>>>>
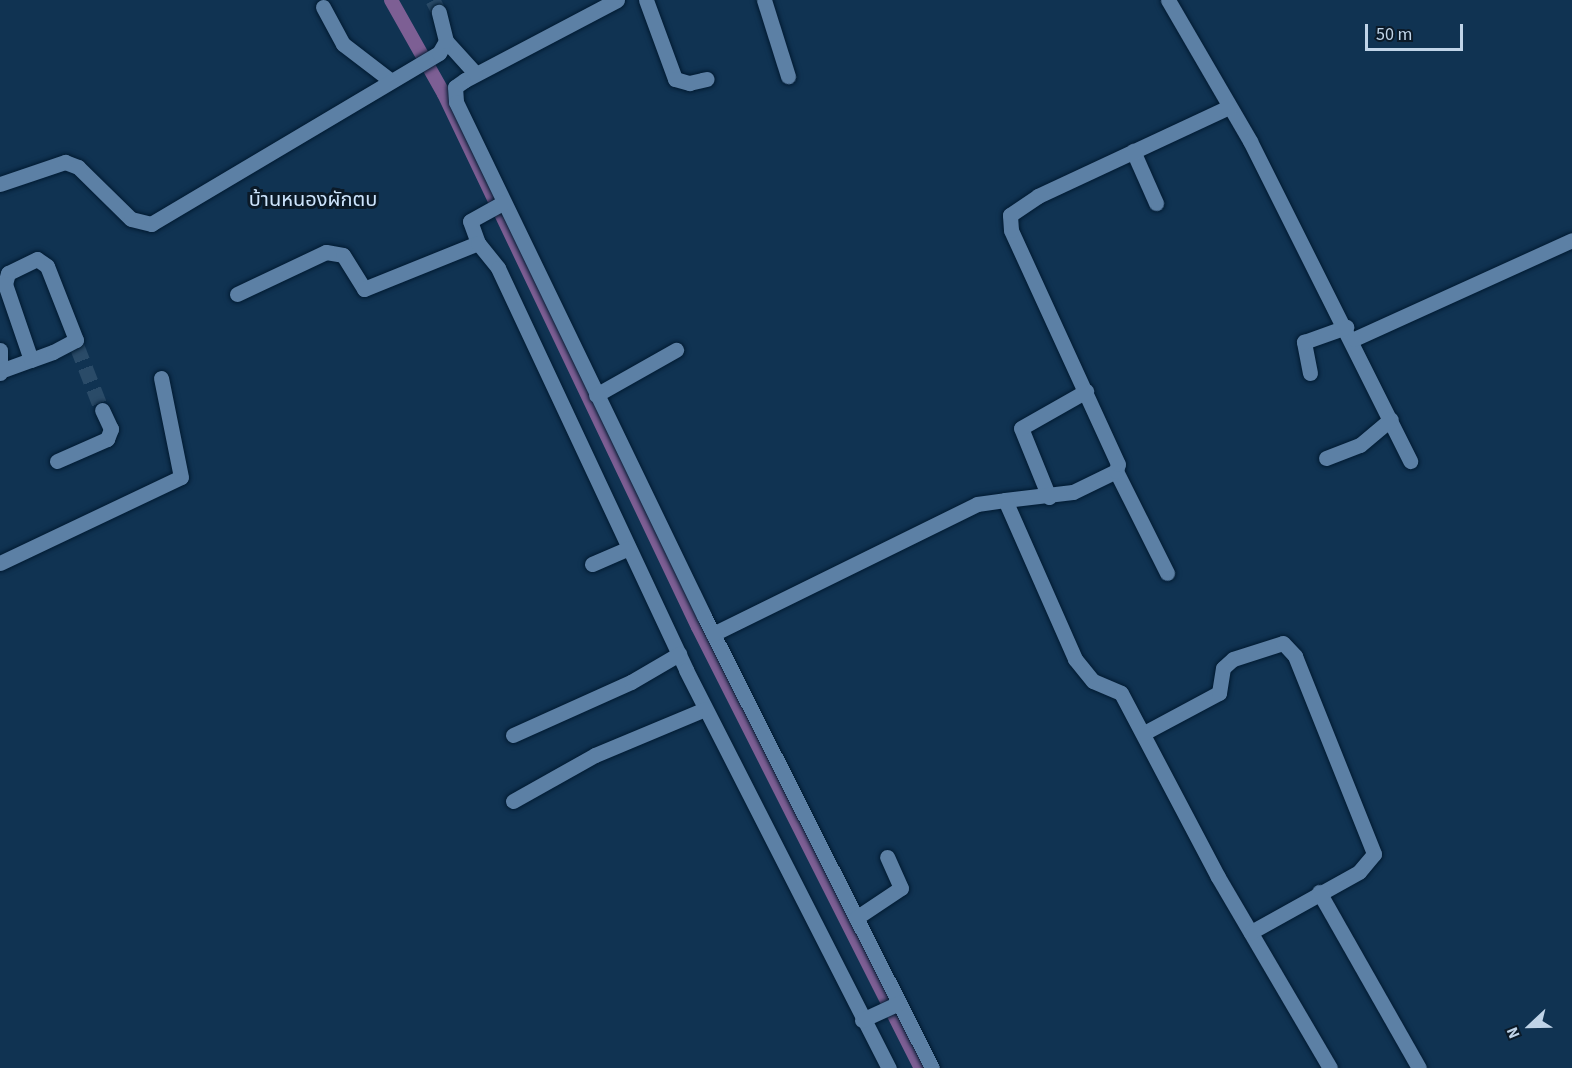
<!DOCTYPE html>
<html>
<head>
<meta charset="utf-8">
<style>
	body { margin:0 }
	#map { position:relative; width:1572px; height:1068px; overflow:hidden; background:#103352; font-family:"Source Sans 3","Noto Sans Thai",sans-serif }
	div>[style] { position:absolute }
	.canal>* { height:14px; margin:-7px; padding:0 7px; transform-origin:7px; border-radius:7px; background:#7d5f94 }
	.minor-tunnel>* { height:15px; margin-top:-7.5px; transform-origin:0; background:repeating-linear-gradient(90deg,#2a4b68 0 15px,transparent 0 23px) }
	.roads { filter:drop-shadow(0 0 2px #011a31) drop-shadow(0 0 2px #011a31) }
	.minor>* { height:15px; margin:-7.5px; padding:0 7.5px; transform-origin:7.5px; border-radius:7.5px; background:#5c80a5 }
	span { translate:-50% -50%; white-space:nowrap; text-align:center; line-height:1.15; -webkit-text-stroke:6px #0b1a28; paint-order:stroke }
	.quarter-label { font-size:20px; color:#cde4fc }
	.north { position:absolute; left:1500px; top:996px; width:60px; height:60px; -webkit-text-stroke:4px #0b1a28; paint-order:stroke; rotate:248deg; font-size:16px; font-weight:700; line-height:24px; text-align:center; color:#c0d4e8 }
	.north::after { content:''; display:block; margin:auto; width:21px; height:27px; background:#c0d4e8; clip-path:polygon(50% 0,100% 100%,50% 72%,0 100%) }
	.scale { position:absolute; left:1365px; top:24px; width:98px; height:27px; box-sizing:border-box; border:3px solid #c0d4e8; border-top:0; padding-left:8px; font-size:18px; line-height:21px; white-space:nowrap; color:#c0d4e8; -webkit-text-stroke:4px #0b1a28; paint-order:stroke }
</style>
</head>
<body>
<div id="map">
	<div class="canal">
		<i style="left:391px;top:0;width:108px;rotate:60.6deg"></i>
		<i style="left:444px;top:94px;width:590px;rotate:64.52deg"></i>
		<i style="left:698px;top:627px;width:494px;rotate:63.2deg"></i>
	</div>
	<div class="minor-tunnel">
		<i style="left:433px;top:0;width:13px;rotate:63deg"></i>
		<i style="left:77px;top:346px;width:69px;rotate:68.7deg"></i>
	</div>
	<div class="roads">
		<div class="minor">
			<i style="left:617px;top:0;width:172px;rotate:152.2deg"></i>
			<i style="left:465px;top:80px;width:12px;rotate:145deg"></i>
			<i style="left:455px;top:87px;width:15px;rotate:86deg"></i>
			<i style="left:456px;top:102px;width:571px;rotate:64.24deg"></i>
			<i style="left:704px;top:616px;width:506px;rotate:63.23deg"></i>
			<i style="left:646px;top:0;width:84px;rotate:69.8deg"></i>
			<i style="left:675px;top:79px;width:15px;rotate:16deg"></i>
			<i style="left:689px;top:83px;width:18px;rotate:-13deg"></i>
			<i style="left:764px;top:0;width:80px;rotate:72.5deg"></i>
			<i style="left:1168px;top:0;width:163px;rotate:59.8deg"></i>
			<i style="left:1250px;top:141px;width:358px;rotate:63.4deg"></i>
			<i style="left:323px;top:7px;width:42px;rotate:61.6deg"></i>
			<i style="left:343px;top:44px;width:59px;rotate:37.5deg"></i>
			<i style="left:446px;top:41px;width:43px;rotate:47.8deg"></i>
			<i style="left:1133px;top:151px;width:57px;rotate:66.1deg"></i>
			<i style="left:0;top:184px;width:69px;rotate:-18.7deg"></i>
			<i style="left:65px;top:162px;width:14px;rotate:21deg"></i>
			<i style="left:78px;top:167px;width:74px;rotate:44.5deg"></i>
			<i style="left:131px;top:219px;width:21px;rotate:14deg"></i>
			<i style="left:151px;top:224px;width:335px;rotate:-30.7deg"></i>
			<i style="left:439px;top:53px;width:14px;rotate:-60deg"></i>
			<i style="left:446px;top:41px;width:30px;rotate:-104deg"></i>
			<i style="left:478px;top:243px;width:23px;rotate:-110deg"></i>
			<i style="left:470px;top:221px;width:38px;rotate:-29deg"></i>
			<i style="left:237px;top:294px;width:98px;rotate:-25.3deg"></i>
			<i style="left:326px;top:252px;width:17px;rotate:10deg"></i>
			<i style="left:343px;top:255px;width:40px;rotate:58deg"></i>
			<i style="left:364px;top:289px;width:123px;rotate:-22deg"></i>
			<i style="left:478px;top:243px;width:32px;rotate:51deg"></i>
			<i style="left:498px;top:268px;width:444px;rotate:64.9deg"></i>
			<i style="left:686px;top:670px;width:447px;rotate:63deg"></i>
			<i style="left:1354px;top:339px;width:239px;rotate:-24.4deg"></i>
			<i style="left:0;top:350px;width:23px;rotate:90deg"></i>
			<i style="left:3px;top:370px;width:30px;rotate:-20deg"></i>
			<i style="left:31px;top:360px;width:23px;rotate:-20deg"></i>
			<i style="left:53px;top:352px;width:26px;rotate:-28deg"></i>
			<i style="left:76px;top:340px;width:79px;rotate:-111.4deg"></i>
			<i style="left:47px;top:266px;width:12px;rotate:-145deg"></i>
			<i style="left:37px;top:259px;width:32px;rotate:154deg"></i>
			<i style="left:8px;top:273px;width:11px;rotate:105deg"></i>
			<i style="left:5px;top:284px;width:80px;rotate:71.1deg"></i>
			<i style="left:1310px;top:373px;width:32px;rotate:-101deg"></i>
			<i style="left:1304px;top:342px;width:45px;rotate:-19.7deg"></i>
			<i style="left:596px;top:395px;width:92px;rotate:-29.4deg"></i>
			<i style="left:1326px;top:458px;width:36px;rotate:-21deg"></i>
			<i style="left:1360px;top:445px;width:40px;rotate:-40deg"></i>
			<i style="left:57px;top:461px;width:55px;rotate:-23.7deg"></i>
			<i style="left:107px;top:439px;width:11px;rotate:-68deg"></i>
			<i style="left:111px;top:429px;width:21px;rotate:-115deg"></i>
			<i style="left:1116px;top:471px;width:114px;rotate:63.4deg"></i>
			<i style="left:1049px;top:497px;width:74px;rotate:-112.1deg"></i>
			<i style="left:1021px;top:428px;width:75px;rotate:-29.6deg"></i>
			<i style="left:1005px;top:500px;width:68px;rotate:-6.7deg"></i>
			<i style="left:1073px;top:492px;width:48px;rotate:-26deg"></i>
			<i style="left:1116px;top:471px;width:7px;rotate:-74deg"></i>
			<i style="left:1118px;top:464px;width:257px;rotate:-114.6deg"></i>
			<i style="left:1011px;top:230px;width:15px;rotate:-94deg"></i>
			<i style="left:1010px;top:215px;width:34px;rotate:-34deg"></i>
			<i style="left:1038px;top:196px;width:211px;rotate:-25deg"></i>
			<i style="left:0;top:563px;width:200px;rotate:-25.4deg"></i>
			<i style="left:181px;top:477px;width:101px;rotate:-101.4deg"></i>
			<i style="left:592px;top:564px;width:40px;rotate:-23.4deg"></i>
			<i style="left:713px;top:634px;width:294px;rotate:-26.2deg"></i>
			<i style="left:977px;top:504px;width:28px;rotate:-8deg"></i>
			<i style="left:1005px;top:500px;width:174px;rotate:66.2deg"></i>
			<i style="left:1075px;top:659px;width:28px;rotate:51deg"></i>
			<i style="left:1093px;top:681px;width:30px;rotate:23deg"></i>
			<i style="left:1121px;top:693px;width:208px;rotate:62.2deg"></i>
			<i style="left:1218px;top:877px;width:221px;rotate:59.6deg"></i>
			<i style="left:1144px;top:733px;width:85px;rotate:-28.1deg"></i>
			<i style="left:1219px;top:693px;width:25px;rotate:-81deg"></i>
			<i style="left:1223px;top:668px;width:13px;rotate:-42deg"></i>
			<i style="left:1233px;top:659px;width:52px;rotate:-17.7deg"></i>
			<i style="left:1283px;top:643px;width:18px;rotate:47deg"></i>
			<i style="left:1295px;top:656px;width:213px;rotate:68.2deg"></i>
			<i style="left:1374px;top:854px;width:23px;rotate:130deg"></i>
			<i style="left:1359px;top:872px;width:124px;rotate:150.9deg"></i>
			<i style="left:513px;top:735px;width:129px;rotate:-24.2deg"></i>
			<i style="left:631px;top:682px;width:56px;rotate:-30.3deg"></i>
			<i style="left:513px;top:801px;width:94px;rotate:-29.3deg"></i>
			<i style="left:595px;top:755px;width:119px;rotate:-22.7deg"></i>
			<i style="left:1319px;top:892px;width:202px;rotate:60.4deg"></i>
			<i style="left:856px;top:918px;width:54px;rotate:-33.7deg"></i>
			<i style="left:901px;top:888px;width:34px;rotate:-114deg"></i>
			<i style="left:862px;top:1020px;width:41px;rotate:-24.7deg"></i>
		</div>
	</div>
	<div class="quarter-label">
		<span style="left:313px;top:200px">บ้านหนองผักตบ</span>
	</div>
	<div class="north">N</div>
	<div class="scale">50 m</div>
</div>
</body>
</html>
<<<<
§ YOUR GOAL: Set down word for word the lines from the opening of the entries above through the line that contains "filter:drop-shadow(0 0 2px", and omit every picture.

§ WRITTEN SOLUTION:
<!DOCTYPE html>
<html>
<head>
<meta charset="utf-8">
<style>
	body { margin:0 }
	#map { position:relative; width:1572px; height:1068px; overflow:hidden; background:#103352; font-family:"Source Sans 3","Noto Sans Thai",sans-serif }
	div>[style] { position:absolute }
	.canal>* { height:14px; margin:-7px; padding:0 7px; transform-origin:7px; border-radius:7px; background:#7d5f94 }
	.minor-tunnel>* { height:15px; margin-top:-7.5px; transform-origin:0; background:repeating-linear-gradient(90deg,#2a4b68 0 15px,transparent 0 23px) }
	.roads { filter:drop-shadow(0 0 2px #011a31) drop-shadow(0 0 2px #011a31) }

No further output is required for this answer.